Job Summary:
We are seeking a highly skilled and motivated DevOps Engineer to join our team at Rakuten India. The ideal candidate will have expertise in Kubernetes, cloud platforms, and a strong background in automating, managing, and scaling infrastructure and deployment pipelines. As a DevOps Engineer, you will play a crucial role in designing, implementing, and maintaining our DevOps processes to ensure the reliability, scalability, and security of our cloud-based applications and services.
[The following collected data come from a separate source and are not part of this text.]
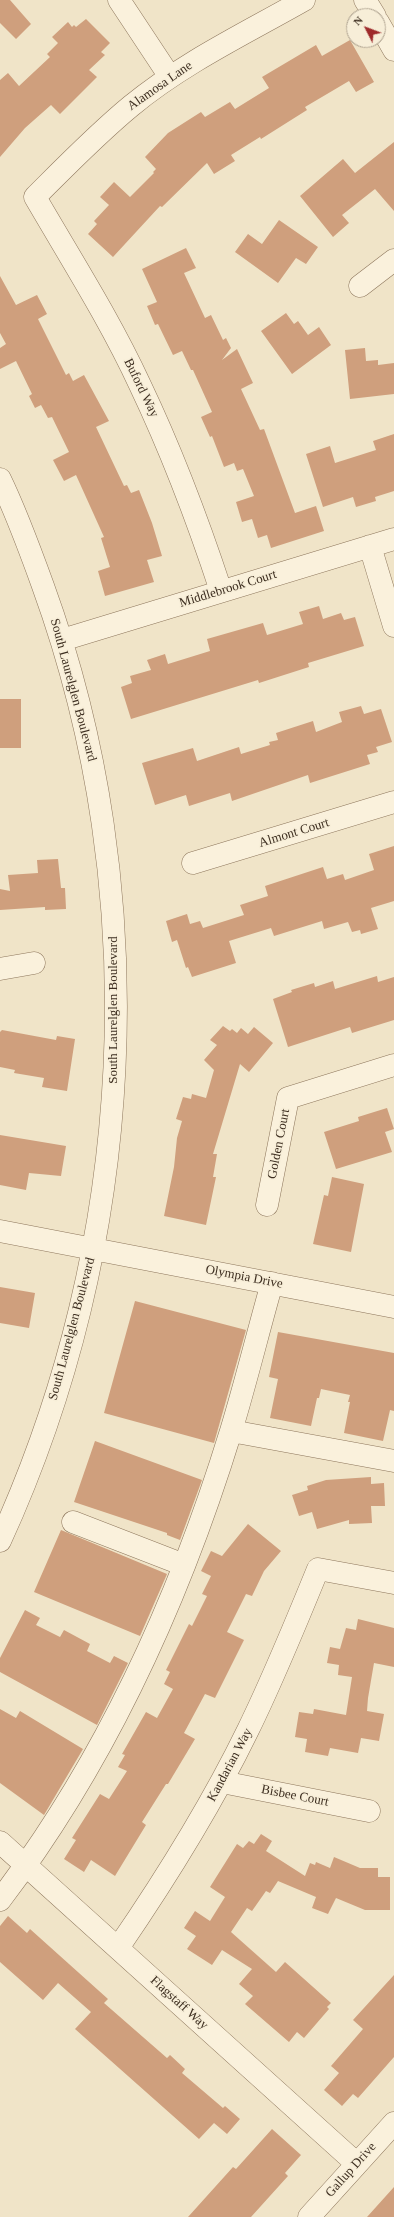 <!DOCTYPE html>
<style>
body{margin:0}
#map{position:relative;width:394px;height:2217px;overflow:hidden;background:#f0e4c8;font-family:"Times New Roman",serif}
canvas{display:block}
.north{position:absolute;left:346px;top:8px;width:40px;height:40px;box-sizing:border-box;background:#f7eed8;border:1px solid #ada18e;border-radius:50%;rotate:312deg;font-size:11px;font-weight:700;line-height:16px;text-align:center;color:#3d2e20}
.north::after{content:'';display:block;margin:auto;width:14px;height:18px;background:#9e2a2b;clip-path:polygon(50% 0,100% 100%,50% 72%,0 100%)}
</style>
<div id="map">
<canvas width="394" height="2217"></canvas>
<div class="north">N</div>
</div>
<script>
const g = document.querySelector('canvas').getContext('2d');
g.lineJoin = 'round';
function paint(path, color) { g.fillStyle = color; g.fill(path, 'evenodd'); }
function stroke(path, color, width, dash) { g.strokeStyle = color; g.lineWidth = width; g.lineCap = dash ? 'butt' : 'round'; g.setLineDash(dash || []); g.stroke(path); }
function write(font, color, halo, rows, align = 'center') {
  g.font = font + ' "Times New Roman",serif'; g.lineWidth = 3; g.setLineDash([]); g.textBaseline = 'middle'; g.strokeStyle = halo; g.fillStyle = color; for (const [text, x, y, turn = 0] of rows) {
    g.save(); g.translate(x, y); g.rotate((+turn || 0) * Math.PI / 180); g.textAlign = isNaN(turn) ? turn : align; if (halo) g.strokeText(text, 0, 0); g.fillText(text, 0, 0); g.restore();
  }
}
const building = new Path2D(`
 M0,0H10L31,24L16,39L0,23Z
 M86,19L110,43L101,52L105,55L89,70L97,77L60,114L51,105L25,128L0,157V80L8,73L19,86L50,57L47,54L58,43L52,37L68,22L72,27L74,25L76,27Z
 M350,40L374,82L356,92L349,81L305,107L307,110L261,139L260,137L231,155L235,161L214,174L207,163L162,207L160,206L113,257L88,234L97,224L94,221L109,205L100,197L114,182L130,197L154,173L153,172L156,169L145,157L168,133L201,112L205,117L230,102L235,109L269,88L262,77L316,45L322,56Z
 M394,142V211L375,189L342,215L349,223L333,237L300,196L343,159L355,173Z
 M279,220L318,247L306,264L296,258L278,283L235,252L248,234L262,244Z
 M186,248L196,268L184,273L205,318L211,315L223,340L226,338L231,348L222,360L237,349L253,383L241,389L260,430L264,429L295,513L316,506L324,531L271,548L267,535L258,538L252,519L242,522L236,502L254,496L243,469L237,471L234,463L224,467L212,436L210,437L201,417L212,412L193,370H191L182,351L173,355L158,324L155,325L147,306L157,302L142,269Z
 M0,276L16,305L37,295L47,314L38,319L66,375L69,373L73,381L84,375L109,421L96,427L124,486L127,485L131,493L139,490L152,523L162,556L147,560L154,582L105,596L98,571L110,567L101,538L104,537L76,475L64,481L53,460L69,452L52,417L48,418L41,405L35,408L29,396L32,394L16,361L0,369V348L6,344L0,333Z
 M286,313L294,324L298,321L308,335L319,327L331,345L292,374L261,331Z
 M365,348L366,361L378,360V365L394,363V394L350,399L345,350Z
 M394,434V491L375,497L376,501L356,507L353,497L323,507L306,454L330,446L335,463L376,450L373,441Z
 M319,606L323,619L341,613L344,620L355,617L364,646L308,663L309,667L259,683L258,680L131,719L121,687L132,683L130,676L151,670L147,660L165,654L168,664L210,651L207,639L263,623L267,635L303,624L299,612Z
 M0,699H21V748H0Z
 M361,706L364,714L381,709L392,742L376,747L378,752L367,755L370,764L310,783L308,775L232,801L230,793L189,806L186,795L155,805L142,763L193,748L197,761L239,747L241,754L270,745L269,742L278,740L276,733L313,721L316,732L342,722L339,712Z
 M394,846V901L371,908L378,929L361,934L360,930L352,932L348,922L324,929L322,921L274,936L271,928L229,941L236,963L192,977L188,967L186,968L177,940L172,942L166,921L187,914L190,924L200,921L203,928L244,915L240,905L268,896L265,886L323,867L327,879L343,874L345,880L374,870L369,854Z
 M58,859L61,888H65L66,909L45,910V907L0,910V889L10,891L8,875L38,873L37,860Z
 M377,976L378,982L394,977V1020L352,1033L350,1027L288,1047L273,999L292,992L291,990L314,983L315,987L333,981L335,989Z
 M223,1026L230,1031L232,1029L237,1033L241,1028L248,1034L254,1027L273,1043L249,1072L240,1064L213,1154H217L213,1177H216L206,1225L164,1216L174,1167L177,1138L182,1121L176,1119L183,1097L191,1099L192,1094L206,1098L214,1070L204,1060L217,1045L210,1040Z
 M2,1030L56,1040L57,1036L75,1039L67,1091L42,1087L44,1078L14,1073L15,1070L0,1067V1032Z
 M387,1108L394,1129L385,1132L392,1152L336,1169L324,1132L359,1121L358,1117Z
 M0,1135L66,1146L61,1176L29,1173L26,1190L0,1185Z
 M332,1177L364,1184L351,1252L313,1244L324,1195L328,1196Z
 M0,1287L35,1293L29,1328L0,1323Z
 M135,1301L246,1330L214,1443L104,1413Z
 M278,1332L394,1353V1411L390,1410L383,1441L344,1433L350,1402H348L350,1395L321,1389L319,1398H317L311,1426L270,1418L278,1379L269,1377Z
 M95,1441L202,1480L180,1540L167,1535V1533L74,1502Z
 M371,1477V1484L384,1483L385,1506H371L372,1523L349,1524V1520L317,1529L312,1512L299,1516L292,1495L308,1490L307,1486L326,1480Z
 M248,1524L281,1551L264,1571L252,1596L246,1594L227,1632L244,1640L215,1698L205,1694L184,1733L195,1739L168,1784H166L142,1822L146,1825L115,1876L91,1860L84,1872L64,1859L76,1840L72,1838L100,1794L109,1799L127,1771L118,1767L125,1755L122,1754L146,1712L157,1718L173,1689L164,1684L170,1672L166,1670L189,1624L192,1626L207,1596L202,1594L211,1576L201,1571L211,1551L222,1556Z
 M61,1530L167,1574L140,1636L34,1592Z
 M25,1610L40,1618L36,1625L60,1637L64,1630L90,1644L87,1651L110,1663L114,1656L128,1663L97,1725L0,1672V1658Z
 M358,1619L394,1628V1667L374,1663L368,1698L367,1711L384,1714L379,1741L361,1738L358,1753L330,1748L328,1756L305,1752L307,1739L295,1737L299,1712L313,1714L314,1709L346,1715L352,1677L338,1675L339,1665L327,1663L330,1647L340,1649L346,1628L356,1630Z
 M0,1709L16,1718L20,1711L83,1749L44,1815L0,1783Z
 M261,1834L272,1841L266,1851L305,1876L310,1863L315,1865L316,1862L330,1868L334,1857L360,1868H378V1877H390V1910H365L336,1898L328,1914L312,1908L316,1897L278,1881L270,1893L266,1891L252,1911L247,1908L231,1932L276,1972L285,1962L331,2003L327,2007L329,2009L304,2038L297,2032L289,2042L245,2004L253,1996L239,1984L252,1969L222,1950L212,1965L187,1949L196,1936L184,1928L195,1911L210,1921L225,1897L210,1887L237,1844L243,1848L249,1841L254,1844Z
 M8,1916L27,1933L30,1929L108,1999L104,2003L167,2058L170,2055L185,2069L182,2073L223,2108L225,2106L240,2119L227,2134L214,2123L199,2139L75,2029L91,2012L58,1983L43,2000L0,1962V1926Z
 M394,1975V2057L358,2098L353,2094L342,2106L324,2090L339,2073L331,2066L363,2029L353,2020Z
 M272,2129L301,2155L285,2173L288,2176L251,2217H188L233,2167L236,2169Z
 M394,2187V2217H367Z`);
const minor = new Path2D(`
 M119,0L170,77
 M365,0L375,16
 M378,22L394,50
 M360,286L394,260
 M0,479C17,514 30,550 43,586C155,894 136,1244 0,1541
 M370,546L394,626
 M221,591C198,521 172,452 140,385C110,320 71,259 35,197C66,166 97,134 131,106C183,63 246,33 304,0
 M62,640L394,539
 M193,863L394,802
 M0,969L34,963
 M267,1205L288,1098L394,1065
 M0,1231L394,1307
 M231,1431L394,1461
 M73,1522L184,1565
 M222,1782L369,1811
 M0,1842L357,2164
 M0,1900C106,1761 180,1597 231,1431C246,1382 258,1332 272,1283
 M118,1948C166,1878 211,1806 248,1730C274,1677 296,1623 318,1569L394,1583
 M309,2217L394,2123`);
const streetNames = [
 ["Alamosa Lane",160,86,-35],
 ["Buford Way",141,388,64],
 ["Middlebrook Court",228,589,-17],
 ["South Laurelglen Boulevard",73,690,75],
 ["Almont Court",294,833,-17],
 ["South Laurelglen Boulevard",114,1010,-90],
 ["Golden Court",279,1144,-79],
 ["Olympia Drive",244,1277,11],
 ["South Laurelglen Boulevard",72,1329,-75],
 ["Kandarian Way",230,1765,-62],
 ["Bisbee Court",295,1796,11],
 ["Flagstaff Way",179,2003,42],
 ["Gallup Drive",351,2170,-48]
];
paint(building, '#cf9f7d');
stroke(minor, '#8d765c', 23);
stroke(minor, '#faf1dc', 22);
write('13px', '#3d2e20', '#f7eed8', streetNames);
</script>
You will also contribute to leveraging AI/ML capabilities to enhance operational intelligence and automation within our DevOps practices.
Responsibilities:
- Design, implement, and maintain highly available, scalable, and secure cloud infrastructure using Kubernetes and other cloud-native technologies.
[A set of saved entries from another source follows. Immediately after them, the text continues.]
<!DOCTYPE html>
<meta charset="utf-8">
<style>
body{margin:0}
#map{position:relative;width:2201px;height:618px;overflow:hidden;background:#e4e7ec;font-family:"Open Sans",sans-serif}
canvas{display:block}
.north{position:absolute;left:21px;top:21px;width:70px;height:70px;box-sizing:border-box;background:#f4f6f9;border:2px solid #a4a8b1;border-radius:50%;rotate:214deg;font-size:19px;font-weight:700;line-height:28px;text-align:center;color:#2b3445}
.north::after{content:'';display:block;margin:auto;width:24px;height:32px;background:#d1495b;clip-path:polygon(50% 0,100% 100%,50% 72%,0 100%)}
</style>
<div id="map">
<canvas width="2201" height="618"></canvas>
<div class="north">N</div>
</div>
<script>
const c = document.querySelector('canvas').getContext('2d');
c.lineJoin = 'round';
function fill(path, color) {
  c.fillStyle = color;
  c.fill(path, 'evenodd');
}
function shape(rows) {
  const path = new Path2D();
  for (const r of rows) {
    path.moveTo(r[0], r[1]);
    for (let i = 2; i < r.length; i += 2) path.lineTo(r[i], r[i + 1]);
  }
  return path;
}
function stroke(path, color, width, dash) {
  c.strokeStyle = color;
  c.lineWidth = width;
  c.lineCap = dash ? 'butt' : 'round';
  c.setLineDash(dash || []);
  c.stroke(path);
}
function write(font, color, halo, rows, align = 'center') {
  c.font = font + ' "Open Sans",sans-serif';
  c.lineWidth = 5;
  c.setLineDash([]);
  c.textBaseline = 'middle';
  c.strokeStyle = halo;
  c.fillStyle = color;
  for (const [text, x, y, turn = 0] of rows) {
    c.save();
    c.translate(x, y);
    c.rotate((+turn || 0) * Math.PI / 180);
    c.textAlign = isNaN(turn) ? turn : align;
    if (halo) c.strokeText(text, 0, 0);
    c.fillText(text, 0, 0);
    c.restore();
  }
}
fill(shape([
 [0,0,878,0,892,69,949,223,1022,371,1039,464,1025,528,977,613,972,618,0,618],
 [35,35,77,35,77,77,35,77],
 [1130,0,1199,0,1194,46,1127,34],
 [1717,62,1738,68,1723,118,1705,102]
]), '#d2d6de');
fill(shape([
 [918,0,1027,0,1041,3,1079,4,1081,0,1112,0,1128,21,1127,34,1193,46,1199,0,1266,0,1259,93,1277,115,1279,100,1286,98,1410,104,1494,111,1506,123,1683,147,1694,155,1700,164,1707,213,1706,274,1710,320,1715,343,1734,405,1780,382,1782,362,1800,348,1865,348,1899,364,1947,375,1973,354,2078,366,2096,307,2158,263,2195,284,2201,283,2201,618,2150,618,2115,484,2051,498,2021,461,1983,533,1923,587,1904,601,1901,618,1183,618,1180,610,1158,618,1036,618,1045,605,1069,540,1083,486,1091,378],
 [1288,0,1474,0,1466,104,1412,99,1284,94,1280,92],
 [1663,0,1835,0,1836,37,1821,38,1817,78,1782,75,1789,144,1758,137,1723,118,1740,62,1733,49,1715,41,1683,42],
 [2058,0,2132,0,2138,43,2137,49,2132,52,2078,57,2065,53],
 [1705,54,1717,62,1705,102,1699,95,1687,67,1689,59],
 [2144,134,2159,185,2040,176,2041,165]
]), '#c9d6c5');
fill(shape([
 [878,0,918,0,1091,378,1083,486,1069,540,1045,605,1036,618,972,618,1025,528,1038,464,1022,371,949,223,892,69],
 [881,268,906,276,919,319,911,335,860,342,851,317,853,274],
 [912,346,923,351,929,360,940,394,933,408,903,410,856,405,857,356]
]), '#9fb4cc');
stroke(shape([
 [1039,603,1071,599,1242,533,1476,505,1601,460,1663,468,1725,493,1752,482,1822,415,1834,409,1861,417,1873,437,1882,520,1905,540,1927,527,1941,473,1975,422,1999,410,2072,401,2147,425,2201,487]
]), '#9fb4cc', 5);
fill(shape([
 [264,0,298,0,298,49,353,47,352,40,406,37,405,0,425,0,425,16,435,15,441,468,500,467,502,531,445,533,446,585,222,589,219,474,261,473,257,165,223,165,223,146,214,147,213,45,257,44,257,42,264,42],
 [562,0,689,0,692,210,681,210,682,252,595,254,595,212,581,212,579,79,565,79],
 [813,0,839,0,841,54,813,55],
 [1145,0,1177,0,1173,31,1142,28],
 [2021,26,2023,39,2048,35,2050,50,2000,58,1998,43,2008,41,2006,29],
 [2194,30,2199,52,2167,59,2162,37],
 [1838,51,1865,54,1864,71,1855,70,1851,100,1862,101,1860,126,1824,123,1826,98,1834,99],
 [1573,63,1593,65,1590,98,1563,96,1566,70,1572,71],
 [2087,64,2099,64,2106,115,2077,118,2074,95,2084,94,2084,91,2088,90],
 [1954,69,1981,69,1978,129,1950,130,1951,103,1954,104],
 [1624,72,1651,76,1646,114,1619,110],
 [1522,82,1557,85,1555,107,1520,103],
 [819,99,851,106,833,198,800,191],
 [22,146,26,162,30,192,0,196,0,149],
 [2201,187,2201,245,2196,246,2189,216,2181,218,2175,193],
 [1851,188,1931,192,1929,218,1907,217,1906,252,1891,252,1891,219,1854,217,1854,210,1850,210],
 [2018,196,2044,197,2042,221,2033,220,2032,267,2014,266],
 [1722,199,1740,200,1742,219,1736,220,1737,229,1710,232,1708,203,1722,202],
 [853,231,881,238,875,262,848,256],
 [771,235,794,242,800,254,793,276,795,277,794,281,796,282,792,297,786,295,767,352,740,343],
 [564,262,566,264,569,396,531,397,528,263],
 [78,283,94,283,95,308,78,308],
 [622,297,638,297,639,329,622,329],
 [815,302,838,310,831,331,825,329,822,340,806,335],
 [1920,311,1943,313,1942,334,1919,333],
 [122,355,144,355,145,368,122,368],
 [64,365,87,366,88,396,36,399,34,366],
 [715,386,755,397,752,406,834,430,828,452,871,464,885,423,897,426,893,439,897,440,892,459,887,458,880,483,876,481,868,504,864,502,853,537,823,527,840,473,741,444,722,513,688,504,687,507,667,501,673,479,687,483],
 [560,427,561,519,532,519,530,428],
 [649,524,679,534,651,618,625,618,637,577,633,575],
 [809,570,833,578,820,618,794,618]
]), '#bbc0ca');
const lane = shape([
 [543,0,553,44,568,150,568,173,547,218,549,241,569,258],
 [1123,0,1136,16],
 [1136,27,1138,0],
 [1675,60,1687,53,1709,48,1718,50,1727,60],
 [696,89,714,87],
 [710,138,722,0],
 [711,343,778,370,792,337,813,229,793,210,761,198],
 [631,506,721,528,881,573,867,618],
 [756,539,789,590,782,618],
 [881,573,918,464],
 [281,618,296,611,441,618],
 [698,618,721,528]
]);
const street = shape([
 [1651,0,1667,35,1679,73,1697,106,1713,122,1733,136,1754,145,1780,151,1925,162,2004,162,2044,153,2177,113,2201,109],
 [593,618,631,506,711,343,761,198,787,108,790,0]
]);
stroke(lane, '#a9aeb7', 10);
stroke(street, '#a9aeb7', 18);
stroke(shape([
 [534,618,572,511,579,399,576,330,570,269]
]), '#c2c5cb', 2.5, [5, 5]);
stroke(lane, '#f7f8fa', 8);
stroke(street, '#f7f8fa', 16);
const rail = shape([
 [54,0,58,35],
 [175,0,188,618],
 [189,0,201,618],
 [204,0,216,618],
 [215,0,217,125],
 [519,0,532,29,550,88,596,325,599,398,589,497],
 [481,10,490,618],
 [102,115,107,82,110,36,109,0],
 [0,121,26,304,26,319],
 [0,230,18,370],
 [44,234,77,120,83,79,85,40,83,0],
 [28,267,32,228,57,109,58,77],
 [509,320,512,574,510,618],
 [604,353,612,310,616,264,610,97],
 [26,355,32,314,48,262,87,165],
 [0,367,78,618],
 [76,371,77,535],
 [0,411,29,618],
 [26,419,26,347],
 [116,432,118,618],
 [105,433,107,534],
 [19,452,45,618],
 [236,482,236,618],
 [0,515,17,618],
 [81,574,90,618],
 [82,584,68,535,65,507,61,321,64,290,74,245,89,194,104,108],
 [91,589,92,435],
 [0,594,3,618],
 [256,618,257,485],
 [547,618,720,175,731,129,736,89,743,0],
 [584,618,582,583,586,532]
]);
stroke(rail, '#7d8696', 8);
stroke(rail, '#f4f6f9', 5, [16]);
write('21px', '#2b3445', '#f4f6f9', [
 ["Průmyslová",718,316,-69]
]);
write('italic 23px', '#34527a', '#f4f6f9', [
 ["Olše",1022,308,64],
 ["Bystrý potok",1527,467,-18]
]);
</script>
- Develop and maintain CI/CD pipelines for automating the deployment, testing, and monitoring of applications and microservices.
- Collaborate with software development teams to optimize application performance, troubleshoot issues, and ensure seamless integration of new features.
- Implement best practices for infrastructure as code (IaC) using tools such as Terraform, Ansible, or similar technologies.
- Contribute to the implementation and optimization of AIOps solutions for predictive analytics, anomaly detection, and intelligent incident management.
- Implement security best practices and compliance standards across the infrastructure and deployment pipelines.
- Research and experiment with AI/ML techniques to automate operational tasks, optimize resource allocation, and improve system resilience.
- Provide technical guidance and mentorship to junior members of the DevOps team.
- Work with data scientists or ML engineers to integrate AI models into operational workflows for automated insights and decision-making.
Qualifications:
- Bachelor's degree in Computer Science, Engineering, or a related field. Master's degree is a plus.
- Minimum of 3 years of experience in DevOps or related roles, with a focus on cloud infrastructure and Kubernetes.
- Proficiency in cloud platforms such as AWS, GCP, or Azure. Certification is a plus.
- Strong experience with containerization technologies, especially Docker and Kubernetes.
- Solid understanding of CI/CD principles and experience with Jenkins, GitLab CI, or similar tools.
- Hands-on experience with infrastructure as code (IaC) using Terraform, Ansible, or similar tools.
- Familiarity with monitoring and logging tools such as Prometheus, Grafana, ELK Stack, or similar technologies.
- Exposure to or interest in AIOps platforms or tools for log analytics, anomaly detection (e.g., Splunk, Dynatrace, Datadog's AI features).
- Proficiency in Python is highly desirable, especially for data manipulation and integration with AI/ML tools.
- Strong problem-solving skills and ability to troubleshoot complex issues in a distributed environment.
- Excellent communication skills and ability to collaborate effectively with cross-functional teams.